The house was on the market again. A couple from Atlanta bought it this time and actually restored it from the ground up. I asked the construction workers who did the work if they ever noticed anything strange while they were working. One told me, “I won’t say I noticed anything strange, but I will say I won’t ever work there by myself.”. The couple doesn’t live there and seldom comes down to stay. When they do, I’m always tickled by the fact that they have EVERY light in the house on. Uneasy much?

If the house is haunted, who’s ghost would it be? Would the severe looking old woman have been Mrs. Major? Perhaps she was unhappy to see changes to what she’d done to the house over the years, even if they were needed and in good taste.

Or was it possibly the slave who was shot and hanged in the front yard? The sister house I mentioned in one of the previous posts was quite a bit older. It had been built in the 1840s, when slavery was still in full swing. There had been a slave trying to escape by horse and Mr. Anderson shot him off the horse in what is now the front yard of what was our house. He wasn’t killed by the shot, so he was strung up in one of the oak trees on the spot and hanged for his attempt at escape.

Or was it possibly another slave killed on the property? Mr. Anderson was particularly fond of one of his female slaves, even though he was married. He had several children with her, but she was in love with one of the other slaves. Mr. Anderson told her to end her “affair” with the other slave or he’d kill her. She chose not to and one morning when walking up the steps from the root cellar with the morning eggs, he shot and killed her. He made the slave she was in love with recover the body and bury her. Perhaps it is his ghost?

Or maybe a dying Confederate soldier? Rumor was the Confederate seal was hidden in a knothole of a tree on this property by a dying Confederate soldier. (To my knowledge, the true seal has never been found.)

Or even a Creek or Cherokee Indian who lived here before that. We constantly find arrowheads and broken tools around the property. They were the only inhabitants of this land for years.

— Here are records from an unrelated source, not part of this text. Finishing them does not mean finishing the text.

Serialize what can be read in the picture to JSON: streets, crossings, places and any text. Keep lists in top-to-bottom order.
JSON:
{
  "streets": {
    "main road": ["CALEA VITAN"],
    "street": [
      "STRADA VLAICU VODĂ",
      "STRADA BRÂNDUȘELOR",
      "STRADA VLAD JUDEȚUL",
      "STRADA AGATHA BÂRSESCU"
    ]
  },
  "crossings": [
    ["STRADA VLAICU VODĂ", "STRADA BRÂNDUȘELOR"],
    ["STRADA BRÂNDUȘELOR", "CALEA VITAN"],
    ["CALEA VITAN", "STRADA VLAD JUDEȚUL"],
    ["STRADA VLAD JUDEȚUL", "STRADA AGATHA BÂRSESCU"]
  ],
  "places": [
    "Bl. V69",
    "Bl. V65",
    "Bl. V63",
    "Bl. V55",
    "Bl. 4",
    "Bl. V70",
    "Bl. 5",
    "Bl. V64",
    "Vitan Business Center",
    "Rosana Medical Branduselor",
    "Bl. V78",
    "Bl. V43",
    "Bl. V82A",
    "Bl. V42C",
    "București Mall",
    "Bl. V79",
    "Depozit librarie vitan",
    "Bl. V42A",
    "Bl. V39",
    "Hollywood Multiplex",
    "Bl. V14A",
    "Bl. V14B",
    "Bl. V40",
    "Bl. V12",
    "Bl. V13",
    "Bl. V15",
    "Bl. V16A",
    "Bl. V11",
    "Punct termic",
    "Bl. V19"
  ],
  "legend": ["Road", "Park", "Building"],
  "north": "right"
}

I still wonder about the “Get out!” warning. I still wonder if it was for my benefit or something else’s. Was it an unhappy spirit who wanted to see the place gone? Or just us gone? Has the house itself been a negative factor in the lives of those who have lived there since or was it just strange coincidences?

One thing I am sure of though- since one week before the fire that fateful July 8, 1988, I have never had the dream again.

3 Responses to “So Sav Wants a Ghost Story Part 3”

  1. Eerie!

  2. savasana Says:

    Snigs, you have the Best.Stories.EVAR!!!!!! That is some incredible history in that house! I would love to visit it but I tells ya I would never live in it!!

    And what an amazing showing of what neighbours in a rural setting can be like; I remember such things growing up out in the country and miss them something fierce.

    Snigs, I loved my ghost story and you entirely spoiled me with all three parts tonight!! You’ve earned warm brownies with melty icing for sure!! *HUGS*

  3. That is a ghost story to beat all ghost stories, if you ask me! Fascinating, yet so eerie!

    I also wonder what that “Get out!” was. Part of me wants to think it was for your benefit, but who knows?